Mais tout cela n'est peut-être que présomptions, car nous venons d'entendre avec stupéfaction, par la voix la plus autorisée de notre pays, que " sans les journaux français ou anglo-saxons, il n'y aurait jamais eu d'alternance au Sénégal ". Le Figaro, par exemple, qui est sans doute lu chaque matin dans tout le pays, de Oréfondé à Santhiaba Manjack (il ne coûte que 1000 F, autant dire trois fois rien), et qui dans les années 70, pour ceux qui ne sont pas frappés d'amnésie du moins, était à l'extrême limite de la droite fascisante française. Malheur à ceux qui insultent avec autant d'impudeur le peuple qui les a élevés au faîte de la gloire !

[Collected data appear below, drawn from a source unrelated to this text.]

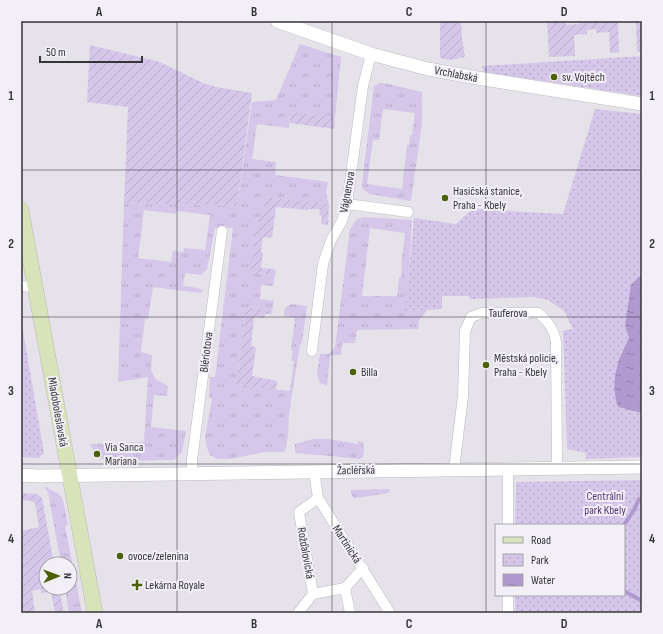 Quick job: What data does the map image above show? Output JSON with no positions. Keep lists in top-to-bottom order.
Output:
{
  "streets": {
    "main road": ["Mladoboleslavská"],
    "street": [
      "Vrchlabská",
      "Vágnerova",
      "Tauferova",
      "Blériotova",
      "Žacléřská",
      "Martinická",
      "Rožďalovická"
    ]
  },
  "crossings": [
    ["Vrchlabská", "Vágnerova"],
    ["Tauferova", "Žacléřská"],
    ["Blériotova", "Žacléřská"],
    ["Mladoboleslavská", "Žacléřská"],
    ["Žacléřská", "Martinická"],
    ["Martinická", "Rožďalovická"]
  ],
  "parks": ["Centrální park Kbely"],
  "places": {
    "other": [
      "sv. Vojtěch",
      "Hasičská stanice, Praha - Kbely",
      "Městská policie, Praha - Kbely",
      "Billa",
      "Via Sanca Mariana",
      "ovoce/zelenina"
    ],
    "health": ["Lekárna Royale"]
  },
  "legend": ["Road", "Park", "Water"],
  "scale_bar": "50 m",
  "north": "right",
  "grid": {
    "columns": [
      "A",
      "B",
      "C",
      "D"
    ],
    "rows": [
      "1",
      "2",
      "3",
      "4"
    ]
  }
} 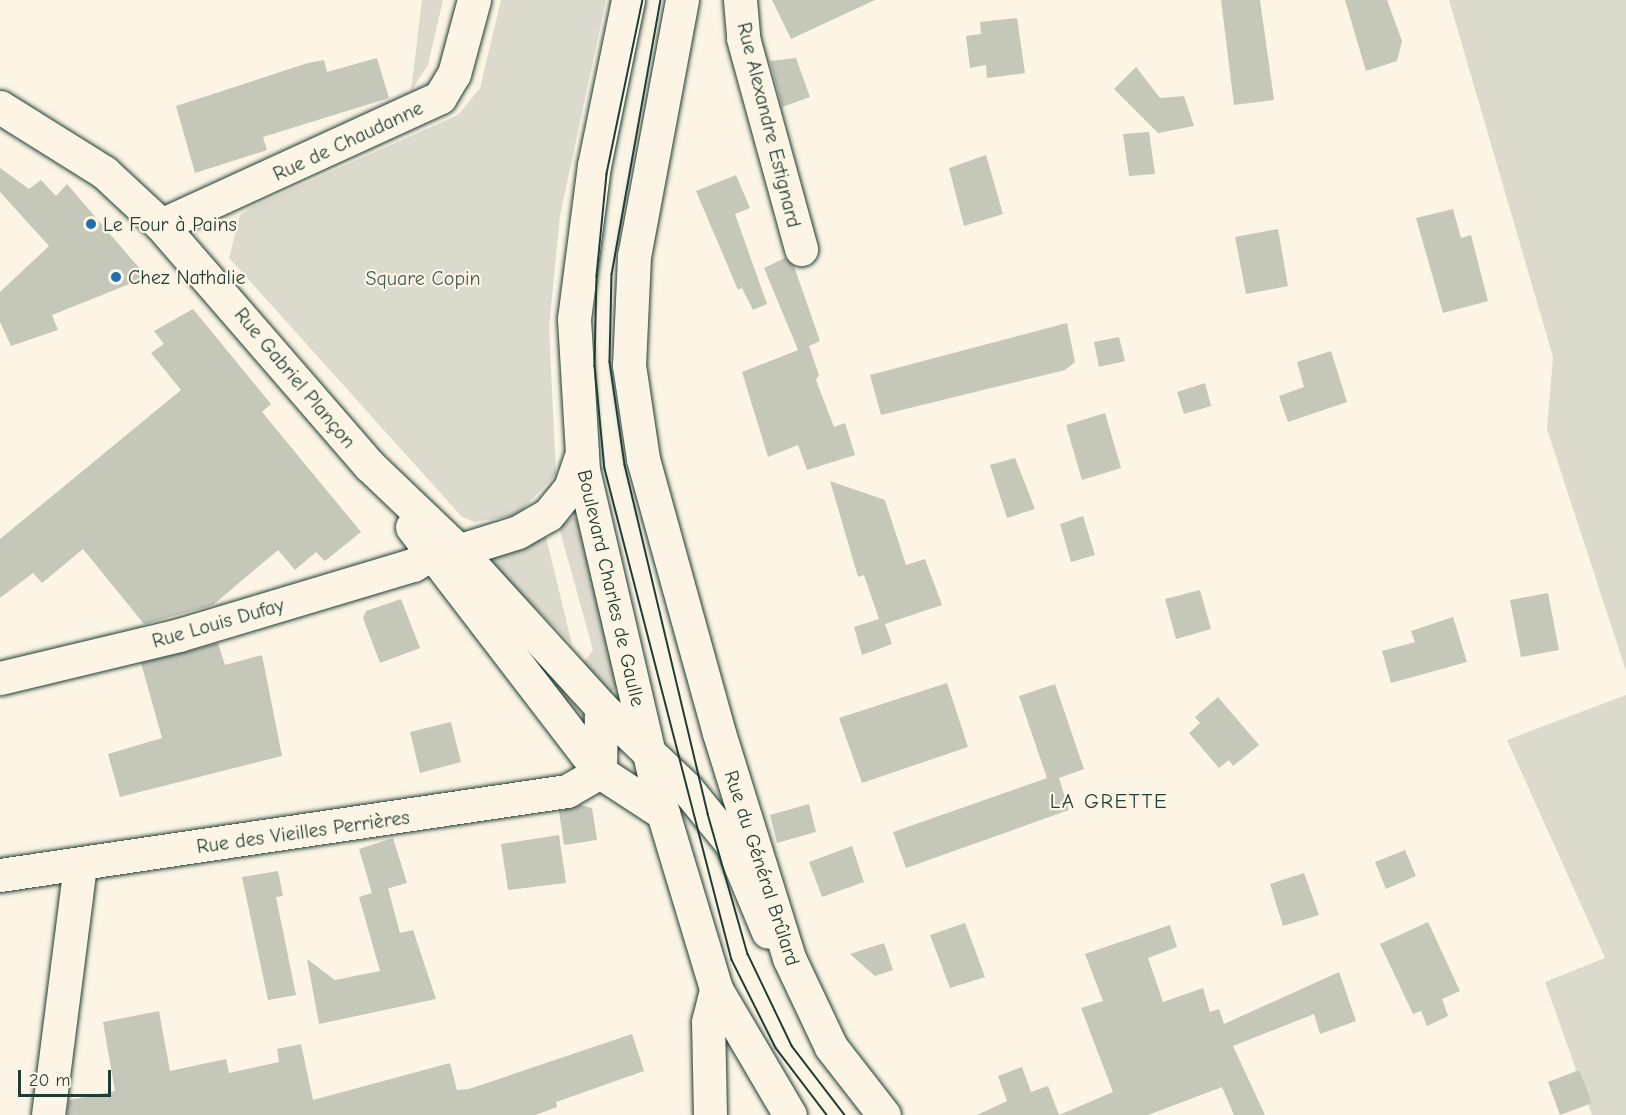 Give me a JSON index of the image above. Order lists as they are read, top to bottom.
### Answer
{
  "streets": {
    "street": [
      "Rue Alexandre Estignard",
      "Rue de Chaudanne",
      "Rue Gabriel Plançon",
      "Boulevard Charles de Gaulle",
      "Rue Louis Dufay",
      "Rue des Vieilles Perrières",
      "Rue du Général Brûlard"
    ]
  },
  "crossings": [
    ["Rue de Chaudanne", "Rue Gabriel Plançon"],
    ["Rue Gabriel Plançon", "Boulevard Charles de Gaulle"],
    ["Rue Gabriel Plançon", "Rue Louis Dufay"],
    ["Rue Gabriel Plançon", "Rue des Vieilles Perrières"],
    ["Rue Gabriel Plançon", "Rue du Général Brûlard"],
    ["Boulevard Charles de Gaulle", "Rue Louis Dufay"]
  ],
  "districts": ["LA GRETTE"],
  "parks": ["Square Copin"],
  "places": ["Le Four à Pains", "Chez Nathalie"],
  "scale_bar": "20 m"
} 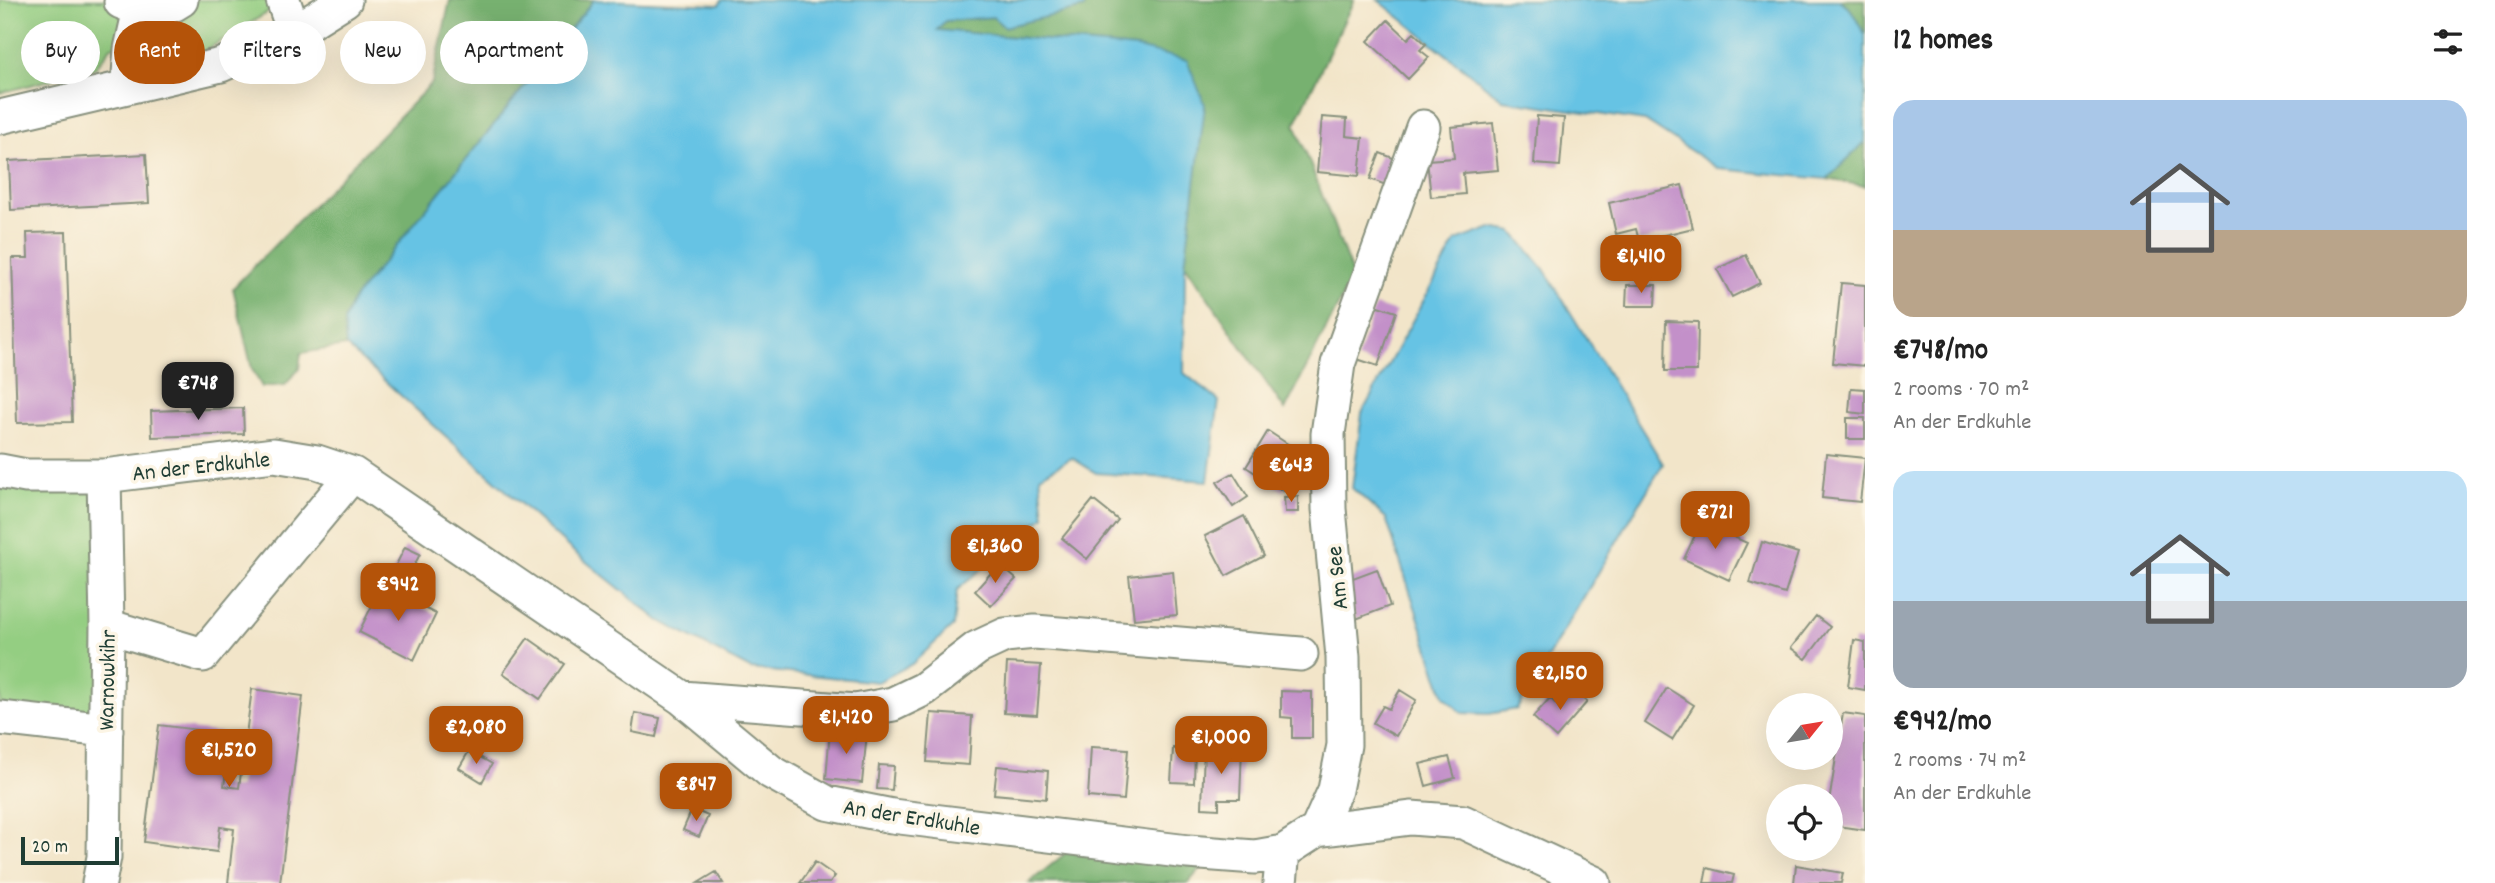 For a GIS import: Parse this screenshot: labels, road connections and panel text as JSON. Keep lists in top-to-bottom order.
{
  "streets": {
    "street": ["An der Erdkuhle", "Am See", "Warnowkihr"]
  },
  "crossings": [
    ["An der Erdkuhle", "Am See"],
    ["An der Erdkuhle", "Warnowkihr"]
  ],
  "scale_bar": "20 m",
  "north": "top right",
  "page": {
    "heading": "12 homes",
    "chip": [
      "Buy",
      "Rent",
      "Filters",
      "New",
      "Apartment"
    ],
    "list": [
      {
        "name": "€748/mo",
        "note": "2 rooms · 70 m² · An der Erdkuhle"
      },
      {
        "name": "€942/mo",
        "note": "2 rooms · 74 m² · An der Erdkuhle"
      }
    ],
    "price": [
      "€1,410",
      "€748",
      "€643",
      "€721",
      "€1,360",
      "€942",
      "€2,150",
      "€1,420",
      "€2,080",
      "€1,000",
      "€1,520",
      "€847"
    ],
    "scale": "20 m"
  }
} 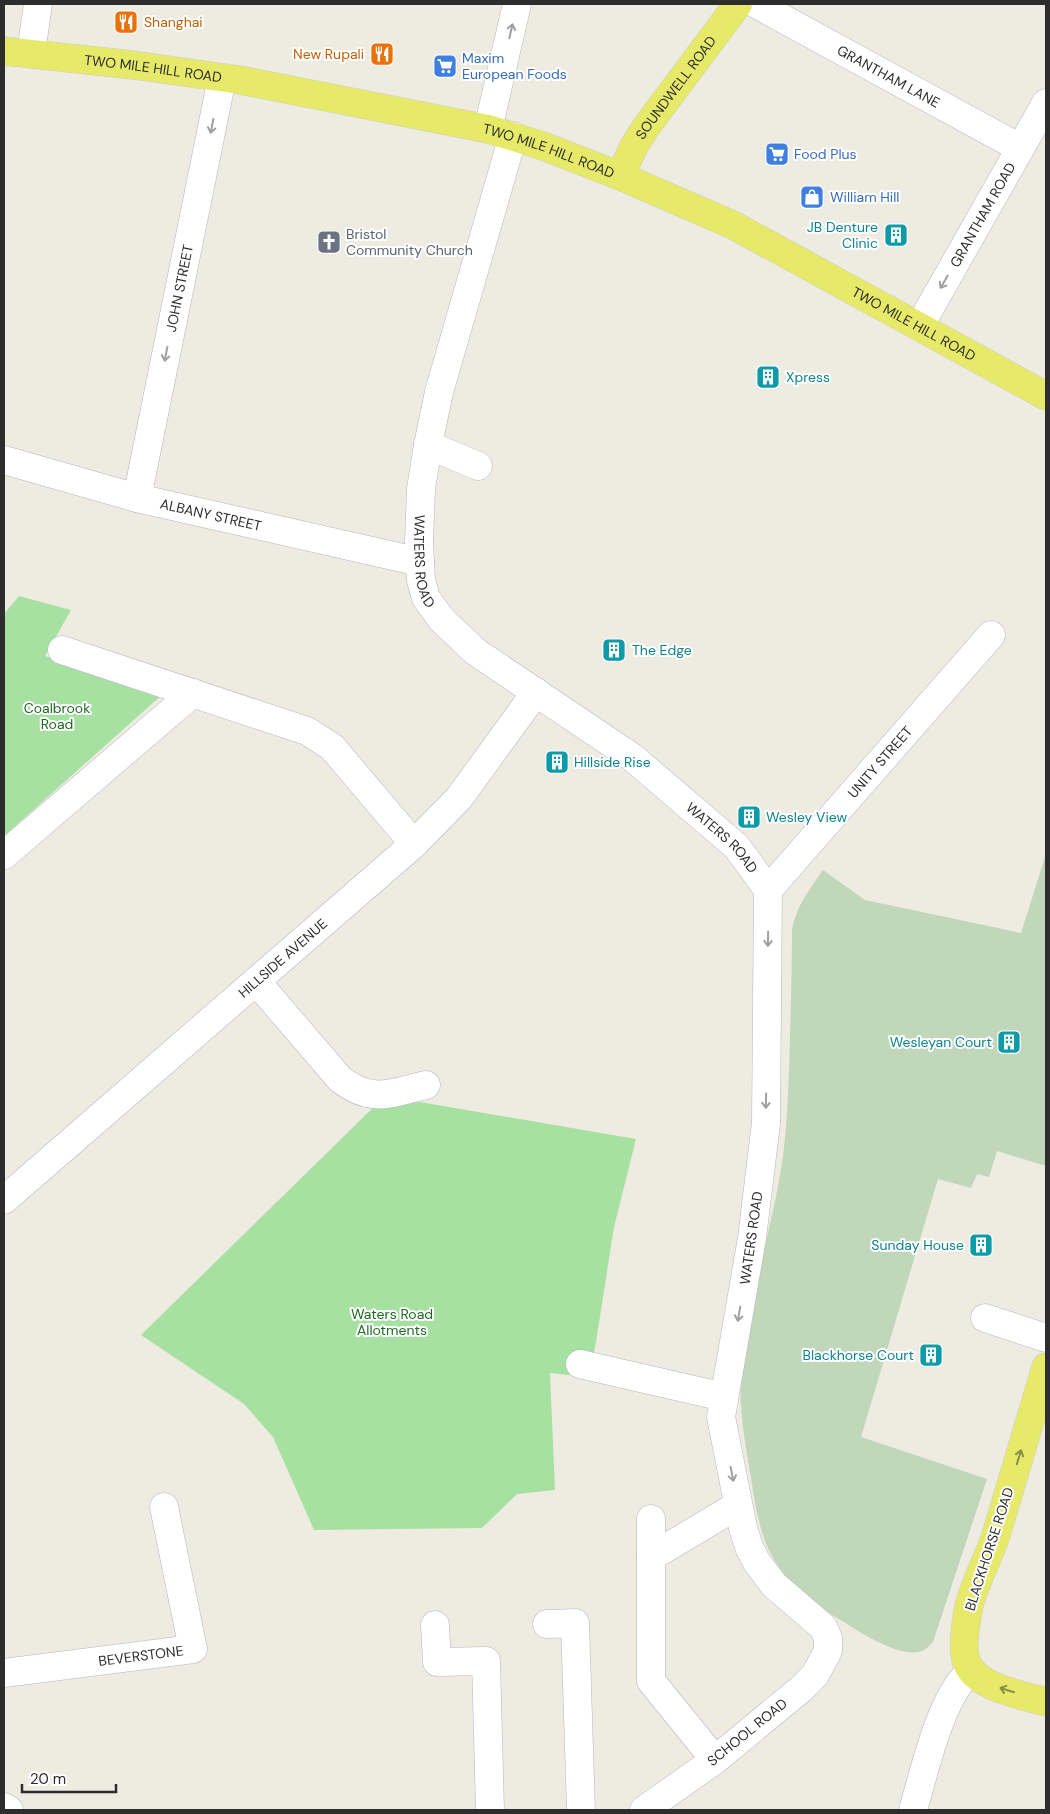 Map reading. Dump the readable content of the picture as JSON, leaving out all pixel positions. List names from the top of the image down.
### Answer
{
  "streets": {
    "main road": ["TWO MILE HILL ROAD", "SOUNDWELL ROAD", "BLACKHORSE ROAD"],
    "street": [
      "GRANTHAM LANE",
      "GRANTHAM ROAD",
      "JOHN STREET",
      "ALBANY STREET",
      "WATERS ROAD",
      "UNITY STREET",
      "HILLSIDE AVENUE",
      "BEVERSTONE",
      "SCHOOL ROAD"
    ]
  },
  "crossings": [
    ["TWO MILE HILL ROAD", "SOUNDWELL ROAD"],
    ["TWO MILE HILL ROAD", "GRANTHAM ROAD"],
    ["TWO MILE HILL ROAD", "JOHN STREET"],
    ["TWO MILE HILL ROAD", "WATERS ROAD"],
    ["GRANTHAM LANE", "GRANTHAM ROAD"],
    ["JOHN STREET", "ALBANY STREET"],
    ["ALBANY STREET", "WATERS ROAD"],
    ["WATERS ROAD", "UNITY STREET"],
    ["WATERS ROAD", "HILLSIDE AVENUE"],
    ["WATERS ROAD", "SCHOOL ROAD"]
  ],
  "one_way": ["GRANTHAM ROAD", "JOHN STREET", "BLACKHORSE ROAD"],
  "parks": ["Coalbrook Road", "Waters Road Allotments"],
  "places": {
    "restaurant": ["Shanghai", "New Rupali"],
    "supermarket": ["Maxim European Foods", "Food Plus"],
    "shop": ["William Hill"],
    "building": [
      "JB Denture Clinic",
      "Xpress",
      "The Edge",
      "Hillside Rise",
      "Wesley View",
      "Wesleyan Court",
      "Sunday House",
      "Blackhorse Court"
    ],
    "church": ["Bristol Community Church"]
  },
  "scale_bar": "20 m"
}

Arrêtons-là cependant ces querelles politiciennes et laissons à des voix plus douées le soin de les vider, et parlons de choses plus relevées pour lesquelles j'ai ordinairement plus appétence. Ce qui m'amène tout droit à la deuxième partie de mon interrogation.
2. QUE SERAIT LE FRANÇAIS SANS NOUS ?
Monsieur l'Ambassadeur, si la France est un très grand pays par son histoire, sa culture, son économie, ses armées, ce n'est quand même qu'un petit carré sur la carte de l'Europe, et à peine une tache sur un planisphère. Pourtant, sans avoir joué le moindre rôle dans le mouvement des grandes découvertes (Christophe Colomb qui découvrit le Nouveau Monde est italien, Vasco de Gama, la route des Indes, portugais, tout comme Magellan qui fit le premier tour de monde), à l'exception peut-être de la remontée du Saint-Laurent par Jacques Cartier en 1535, votre pays se trouvait à la veille de la deuxième guerre mondiale avec un empire de douze millions de km2. N'est-ce pas beaucoup, pour ses 550 000 km2, c'est-à-dire à peine deux fois le Sénégal et vingt-deux fois moins que le Mali, une de ses anciennes colonies ? Et puisque nous ne voulons plus parler que du présent, aujourd'hui, près de deux cents millions d'hommes parlent français sur tous les continents, du Québec à la Nouvelle Calédonie, de la Belgique à Madagascar. N'est-ce pas beaucoup pour un peuple de cinquante-sept millions d'âmes seulement ? Qui peut nier que parmi ces "francophones", nous Africains, sommes la partie la plus vive, la plus pure, la plus jalouse de l'héritage que vous a laissé Molière ?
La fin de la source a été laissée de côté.